End of the line for Polestar Sheffield

Workers at Polestar’s Sheffield web offset site have been told the facility will cease operation with immediate effect. Sheffield’s gravure operation is also being wound down, and will stop printing by 31 May.

Administrators from PricewaterhouseCoopers have just released the following statement.  

“The administrators regret to announce that going concern sales of the Sheffield web and Sheffield gravure sites have not been possible. The Sheffield web site will be closed with immediate effect and a controlled work out of remaining contracts within the gravure business will be carried out, followed by a closure."

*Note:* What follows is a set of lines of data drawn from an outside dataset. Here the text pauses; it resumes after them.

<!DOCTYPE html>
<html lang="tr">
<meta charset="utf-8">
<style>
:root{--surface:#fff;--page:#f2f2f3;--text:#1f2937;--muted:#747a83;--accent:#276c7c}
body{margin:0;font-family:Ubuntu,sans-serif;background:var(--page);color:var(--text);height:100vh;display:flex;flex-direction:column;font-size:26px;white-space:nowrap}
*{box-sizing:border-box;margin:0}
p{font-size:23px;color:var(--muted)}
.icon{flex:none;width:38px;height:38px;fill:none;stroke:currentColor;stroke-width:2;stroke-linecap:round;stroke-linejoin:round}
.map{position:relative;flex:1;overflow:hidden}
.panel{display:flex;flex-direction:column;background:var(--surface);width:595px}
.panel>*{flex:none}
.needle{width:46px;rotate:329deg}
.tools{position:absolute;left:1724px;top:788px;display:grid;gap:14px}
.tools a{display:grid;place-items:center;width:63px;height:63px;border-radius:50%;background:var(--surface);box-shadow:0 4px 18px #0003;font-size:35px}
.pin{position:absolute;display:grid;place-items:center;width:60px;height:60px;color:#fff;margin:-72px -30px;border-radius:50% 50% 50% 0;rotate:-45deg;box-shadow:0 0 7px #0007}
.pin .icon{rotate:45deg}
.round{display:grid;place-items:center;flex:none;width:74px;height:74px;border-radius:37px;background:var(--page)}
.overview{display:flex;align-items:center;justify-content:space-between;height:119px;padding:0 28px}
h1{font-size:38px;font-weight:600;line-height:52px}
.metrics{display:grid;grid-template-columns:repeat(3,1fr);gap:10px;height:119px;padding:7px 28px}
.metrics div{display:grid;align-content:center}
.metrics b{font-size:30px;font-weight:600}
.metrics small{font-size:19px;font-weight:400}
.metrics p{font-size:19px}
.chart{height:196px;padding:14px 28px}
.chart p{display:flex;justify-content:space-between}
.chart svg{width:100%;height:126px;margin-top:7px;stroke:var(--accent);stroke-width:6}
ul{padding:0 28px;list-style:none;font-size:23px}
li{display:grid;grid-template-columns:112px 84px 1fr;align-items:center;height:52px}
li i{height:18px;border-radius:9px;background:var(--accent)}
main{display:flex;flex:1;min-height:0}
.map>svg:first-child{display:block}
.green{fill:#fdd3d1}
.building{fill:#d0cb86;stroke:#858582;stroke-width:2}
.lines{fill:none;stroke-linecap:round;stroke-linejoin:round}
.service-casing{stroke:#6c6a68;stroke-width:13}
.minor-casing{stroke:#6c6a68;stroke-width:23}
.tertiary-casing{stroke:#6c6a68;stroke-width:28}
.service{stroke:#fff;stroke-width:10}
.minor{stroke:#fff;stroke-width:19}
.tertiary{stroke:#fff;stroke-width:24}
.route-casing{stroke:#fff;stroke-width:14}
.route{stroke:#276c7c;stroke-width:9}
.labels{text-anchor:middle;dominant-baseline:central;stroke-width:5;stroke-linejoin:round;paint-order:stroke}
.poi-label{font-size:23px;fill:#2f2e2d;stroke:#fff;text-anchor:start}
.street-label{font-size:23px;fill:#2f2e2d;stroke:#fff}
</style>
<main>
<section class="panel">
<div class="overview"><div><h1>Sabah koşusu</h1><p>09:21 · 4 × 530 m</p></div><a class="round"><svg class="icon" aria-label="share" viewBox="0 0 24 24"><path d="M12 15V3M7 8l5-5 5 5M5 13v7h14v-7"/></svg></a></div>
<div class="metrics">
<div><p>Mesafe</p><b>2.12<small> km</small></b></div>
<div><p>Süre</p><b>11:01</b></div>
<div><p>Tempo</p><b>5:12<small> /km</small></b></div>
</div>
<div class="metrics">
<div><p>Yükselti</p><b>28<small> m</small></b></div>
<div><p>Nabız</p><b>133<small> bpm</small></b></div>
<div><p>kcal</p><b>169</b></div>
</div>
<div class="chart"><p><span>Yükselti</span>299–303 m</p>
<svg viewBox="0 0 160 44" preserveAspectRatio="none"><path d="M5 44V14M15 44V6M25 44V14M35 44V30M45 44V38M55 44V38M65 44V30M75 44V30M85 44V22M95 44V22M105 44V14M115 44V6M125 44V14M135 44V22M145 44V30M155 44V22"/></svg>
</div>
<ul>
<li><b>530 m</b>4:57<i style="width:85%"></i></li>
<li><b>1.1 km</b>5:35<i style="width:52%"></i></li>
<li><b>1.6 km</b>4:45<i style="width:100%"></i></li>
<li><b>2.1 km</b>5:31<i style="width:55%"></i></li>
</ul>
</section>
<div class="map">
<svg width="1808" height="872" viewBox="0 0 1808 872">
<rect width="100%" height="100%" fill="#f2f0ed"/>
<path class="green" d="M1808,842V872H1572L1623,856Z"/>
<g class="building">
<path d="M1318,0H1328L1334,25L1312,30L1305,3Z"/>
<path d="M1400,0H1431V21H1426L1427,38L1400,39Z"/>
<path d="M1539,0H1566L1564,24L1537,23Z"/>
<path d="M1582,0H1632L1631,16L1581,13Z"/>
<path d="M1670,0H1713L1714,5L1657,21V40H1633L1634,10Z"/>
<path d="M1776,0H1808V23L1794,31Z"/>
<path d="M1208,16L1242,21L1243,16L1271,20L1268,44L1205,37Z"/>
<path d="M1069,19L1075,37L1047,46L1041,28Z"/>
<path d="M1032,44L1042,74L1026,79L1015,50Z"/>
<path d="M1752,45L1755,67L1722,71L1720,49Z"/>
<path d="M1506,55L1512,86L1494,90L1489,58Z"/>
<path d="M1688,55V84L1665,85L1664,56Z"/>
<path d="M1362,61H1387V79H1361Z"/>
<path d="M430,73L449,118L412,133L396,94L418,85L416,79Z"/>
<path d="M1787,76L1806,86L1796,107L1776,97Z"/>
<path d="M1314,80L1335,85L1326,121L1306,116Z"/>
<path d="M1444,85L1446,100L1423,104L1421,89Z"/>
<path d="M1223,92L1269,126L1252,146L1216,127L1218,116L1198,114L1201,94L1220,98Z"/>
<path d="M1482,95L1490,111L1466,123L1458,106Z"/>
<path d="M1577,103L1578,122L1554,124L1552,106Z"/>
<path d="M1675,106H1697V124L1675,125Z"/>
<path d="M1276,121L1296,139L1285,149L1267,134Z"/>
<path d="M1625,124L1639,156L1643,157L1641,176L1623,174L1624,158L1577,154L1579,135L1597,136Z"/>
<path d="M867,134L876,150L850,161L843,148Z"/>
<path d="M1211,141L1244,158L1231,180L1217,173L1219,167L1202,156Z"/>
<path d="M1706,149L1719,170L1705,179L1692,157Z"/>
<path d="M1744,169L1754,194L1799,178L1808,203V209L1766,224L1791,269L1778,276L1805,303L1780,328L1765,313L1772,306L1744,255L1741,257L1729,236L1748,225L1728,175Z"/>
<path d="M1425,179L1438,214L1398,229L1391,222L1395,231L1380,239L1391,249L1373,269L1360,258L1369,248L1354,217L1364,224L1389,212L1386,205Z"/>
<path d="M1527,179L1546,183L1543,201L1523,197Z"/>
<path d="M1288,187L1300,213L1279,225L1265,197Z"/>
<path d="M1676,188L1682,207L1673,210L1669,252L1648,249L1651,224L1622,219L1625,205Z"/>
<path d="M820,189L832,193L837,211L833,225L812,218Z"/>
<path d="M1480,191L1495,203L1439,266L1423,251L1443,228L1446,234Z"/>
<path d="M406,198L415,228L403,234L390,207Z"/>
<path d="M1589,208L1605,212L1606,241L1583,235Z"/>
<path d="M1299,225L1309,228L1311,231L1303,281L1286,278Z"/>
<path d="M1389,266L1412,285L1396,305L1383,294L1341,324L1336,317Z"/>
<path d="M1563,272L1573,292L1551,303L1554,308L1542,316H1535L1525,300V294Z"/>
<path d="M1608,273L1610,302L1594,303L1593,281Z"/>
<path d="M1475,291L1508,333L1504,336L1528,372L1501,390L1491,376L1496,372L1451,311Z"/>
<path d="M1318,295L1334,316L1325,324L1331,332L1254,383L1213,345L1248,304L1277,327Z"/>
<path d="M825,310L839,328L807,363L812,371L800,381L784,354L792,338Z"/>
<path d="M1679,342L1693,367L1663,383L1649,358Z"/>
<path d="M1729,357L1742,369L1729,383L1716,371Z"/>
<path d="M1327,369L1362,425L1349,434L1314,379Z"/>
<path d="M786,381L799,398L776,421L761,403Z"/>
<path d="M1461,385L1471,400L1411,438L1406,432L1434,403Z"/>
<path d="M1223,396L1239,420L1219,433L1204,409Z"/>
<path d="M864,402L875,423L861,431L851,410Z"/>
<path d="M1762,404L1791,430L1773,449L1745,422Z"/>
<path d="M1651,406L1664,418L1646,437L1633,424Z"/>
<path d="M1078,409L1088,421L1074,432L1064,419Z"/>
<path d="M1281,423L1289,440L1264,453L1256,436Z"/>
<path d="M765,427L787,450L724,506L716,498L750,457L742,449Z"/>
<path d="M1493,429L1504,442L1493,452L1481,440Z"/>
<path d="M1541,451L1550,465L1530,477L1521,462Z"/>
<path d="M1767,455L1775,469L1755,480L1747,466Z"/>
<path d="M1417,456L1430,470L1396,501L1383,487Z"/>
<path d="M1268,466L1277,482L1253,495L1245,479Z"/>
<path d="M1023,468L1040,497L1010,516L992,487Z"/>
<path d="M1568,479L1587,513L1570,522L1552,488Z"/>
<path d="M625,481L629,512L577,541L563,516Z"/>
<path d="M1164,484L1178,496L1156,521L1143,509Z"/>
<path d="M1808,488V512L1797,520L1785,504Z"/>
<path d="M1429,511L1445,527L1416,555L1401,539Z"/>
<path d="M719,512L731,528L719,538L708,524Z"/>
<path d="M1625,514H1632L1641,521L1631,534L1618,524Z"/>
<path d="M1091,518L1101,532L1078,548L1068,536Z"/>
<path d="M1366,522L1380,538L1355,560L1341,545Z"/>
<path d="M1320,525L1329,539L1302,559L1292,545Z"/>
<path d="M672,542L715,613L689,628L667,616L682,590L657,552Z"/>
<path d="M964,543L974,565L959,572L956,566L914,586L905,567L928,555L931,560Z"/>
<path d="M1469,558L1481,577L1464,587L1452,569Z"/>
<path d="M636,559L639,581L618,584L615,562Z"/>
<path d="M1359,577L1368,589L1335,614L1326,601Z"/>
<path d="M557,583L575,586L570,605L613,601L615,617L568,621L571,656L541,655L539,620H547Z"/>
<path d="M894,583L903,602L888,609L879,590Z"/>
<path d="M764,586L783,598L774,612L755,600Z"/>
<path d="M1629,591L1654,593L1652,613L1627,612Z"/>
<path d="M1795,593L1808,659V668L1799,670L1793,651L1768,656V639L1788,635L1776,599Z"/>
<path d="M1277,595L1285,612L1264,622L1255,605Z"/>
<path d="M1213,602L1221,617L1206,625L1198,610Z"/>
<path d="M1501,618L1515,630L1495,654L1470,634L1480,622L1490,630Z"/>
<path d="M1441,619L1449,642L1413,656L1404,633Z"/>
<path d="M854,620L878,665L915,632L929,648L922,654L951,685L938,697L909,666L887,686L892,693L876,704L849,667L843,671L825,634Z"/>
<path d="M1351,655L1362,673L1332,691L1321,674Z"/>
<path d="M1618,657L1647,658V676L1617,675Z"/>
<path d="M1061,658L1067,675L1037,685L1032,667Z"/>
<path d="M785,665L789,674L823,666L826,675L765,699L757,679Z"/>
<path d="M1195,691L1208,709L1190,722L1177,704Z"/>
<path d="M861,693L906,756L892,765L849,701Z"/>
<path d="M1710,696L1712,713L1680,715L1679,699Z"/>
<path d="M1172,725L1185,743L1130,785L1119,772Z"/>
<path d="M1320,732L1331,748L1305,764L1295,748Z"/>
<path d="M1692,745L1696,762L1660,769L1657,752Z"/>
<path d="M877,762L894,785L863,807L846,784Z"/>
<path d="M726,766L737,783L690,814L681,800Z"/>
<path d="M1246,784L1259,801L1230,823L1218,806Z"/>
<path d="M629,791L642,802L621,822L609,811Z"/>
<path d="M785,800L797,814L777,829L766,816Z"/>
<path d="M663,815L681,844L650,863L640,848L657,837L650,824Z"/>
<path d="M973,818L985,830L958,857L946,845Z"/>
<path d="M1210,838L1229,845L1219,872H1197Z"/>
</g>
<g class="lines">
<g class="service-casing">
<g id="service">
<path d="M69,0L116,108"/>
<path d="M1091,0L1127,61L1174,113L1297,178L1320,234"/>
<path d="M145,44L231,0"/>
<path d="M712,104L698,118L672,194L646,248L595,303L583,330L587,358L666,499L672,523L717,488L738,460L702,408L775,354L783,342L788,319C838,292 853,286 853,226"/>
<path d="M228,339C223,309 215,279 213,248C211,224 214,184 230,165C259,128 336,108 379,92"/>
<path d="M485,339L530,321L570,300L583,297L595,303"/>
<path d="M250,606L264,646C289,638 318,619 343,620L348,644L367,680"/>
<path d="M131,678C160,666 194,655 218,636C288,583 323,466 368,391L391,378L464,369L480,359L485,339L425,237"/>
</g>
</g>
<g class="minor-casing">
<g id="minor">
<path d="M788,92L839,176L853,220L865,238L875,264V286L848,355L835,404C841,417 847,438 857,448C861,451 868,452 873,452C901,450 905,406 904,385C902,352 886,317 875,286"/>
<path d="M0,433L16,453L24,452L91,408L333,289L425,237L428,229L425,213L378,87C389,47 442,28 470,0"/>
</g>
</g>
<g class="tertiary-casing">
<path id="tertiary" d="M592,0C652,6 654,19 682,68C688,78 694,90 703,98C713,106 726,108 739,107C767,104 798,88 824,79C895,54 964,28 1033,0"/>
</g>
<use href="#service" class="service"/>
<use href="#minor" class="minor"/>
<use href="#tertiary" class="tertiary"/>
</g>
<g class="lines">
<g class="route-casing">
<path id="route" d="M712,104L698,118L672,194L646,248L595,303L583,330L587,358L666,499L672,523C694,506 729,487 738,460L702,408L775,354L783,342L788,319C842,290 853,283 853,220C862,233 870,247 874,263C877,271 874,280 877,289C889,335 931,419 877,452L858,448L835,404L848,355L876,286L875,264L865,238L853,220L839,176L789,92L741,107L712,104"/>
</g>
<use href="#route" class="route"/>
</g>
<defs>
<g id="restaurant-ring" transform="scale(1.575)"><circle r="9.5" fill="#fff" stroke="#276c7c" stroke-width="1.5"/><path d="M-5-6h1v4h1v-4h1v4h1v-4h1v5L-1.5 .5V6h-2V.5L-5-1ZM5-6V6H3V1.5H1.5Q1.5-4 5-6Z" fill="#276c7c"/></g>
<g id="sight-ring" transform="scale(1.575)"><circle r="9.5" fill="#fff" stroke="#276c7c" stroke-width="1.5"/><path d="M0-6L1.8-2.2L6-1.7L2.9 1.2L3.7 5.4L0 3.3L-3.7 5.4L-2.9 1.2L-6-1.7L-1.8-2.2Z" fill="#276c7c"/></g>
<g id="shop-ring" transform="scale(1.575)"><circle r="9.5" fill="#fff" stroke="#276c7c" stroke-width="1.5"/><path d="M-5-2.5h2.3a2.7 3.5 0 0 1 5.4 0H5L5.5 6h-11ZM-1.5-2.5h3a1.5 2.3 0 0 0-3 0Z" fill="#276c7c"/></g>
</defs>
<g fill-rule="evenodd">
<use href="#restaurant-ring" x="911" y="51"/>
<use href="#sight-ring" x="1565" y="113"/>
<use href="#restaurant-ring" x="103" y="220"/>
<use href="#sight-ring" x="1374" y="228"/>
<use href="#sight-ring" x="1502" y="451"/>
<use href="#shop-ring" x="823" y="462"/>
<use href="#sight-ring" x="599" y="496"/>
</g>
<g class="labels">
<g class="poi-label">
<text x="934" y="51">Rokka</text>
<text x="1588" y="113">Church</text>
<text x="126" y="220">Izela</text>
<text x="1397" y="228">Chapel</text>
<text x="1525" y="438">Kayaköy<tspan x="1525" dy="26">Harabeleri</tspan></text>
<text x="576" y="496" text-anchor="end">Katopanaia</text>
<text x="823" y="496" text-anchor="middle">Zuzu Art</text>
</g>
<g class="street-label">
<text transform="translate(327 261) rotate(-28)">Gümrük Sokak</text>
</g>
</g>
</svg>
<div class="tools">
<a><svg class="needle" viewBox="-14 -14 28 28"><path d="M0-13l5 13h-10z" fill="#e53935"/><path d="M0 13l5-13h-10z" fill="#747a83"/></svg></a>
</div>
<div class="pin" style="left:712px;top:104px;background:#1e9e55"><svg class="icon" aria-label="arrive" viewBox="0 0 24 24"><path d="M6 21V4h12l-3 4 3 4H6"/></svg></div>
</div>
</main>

PwC said 98 employees at the Sheffield web offset site and 450 in the gravure business would lose their jobs as a result.

PwC partner Zelf Hussain, one of the joint administrators, said: “It is with real regret that we have made these decisions, but this was the inevitable consequence of no viable offers being received and a rapid departure of a number of customers.

"We would like to thank employees for their assistance, cooperation and hard work and the union for their support during this difficult time.”

One employee told PrintWeek: “I’m gutted. My head’s in a whirl.”

PwC said all employees at the site will be paid up until the end of the month, with a number remaining after that date to decommission equipment.

Around 80 workers from Sheffield had been made redundant since Polestar UK Print and Polestar Stones-Wheatons went into administration last month.

Gravure customers had been told the plant would continue printing up until the end of the month.

The 43,000sqm Sheffield site was set up in 2004 as a greenfield gravure facility. It began gravure printing in 2005.

In 2013 Polestar signed a £50m deal with Goss International for six web offset presses, including the first 96pp presses in the UK.

A circa 20,000sqm web offset extension was added to the Sheffield site in 2014 to house two new long-grain 96pp Goss web offset presses and a 64pp short-grain press, which made up the first tranche of the planned reinvention of Polestar’s web offset platform.

There appears to be little chance of anyone stepping in to rescue either the web offset or gravure sides of the business, although Prinovis, Wyndeham owner Walstead, and YM Group are known to have been looking at some of the equipment at the site.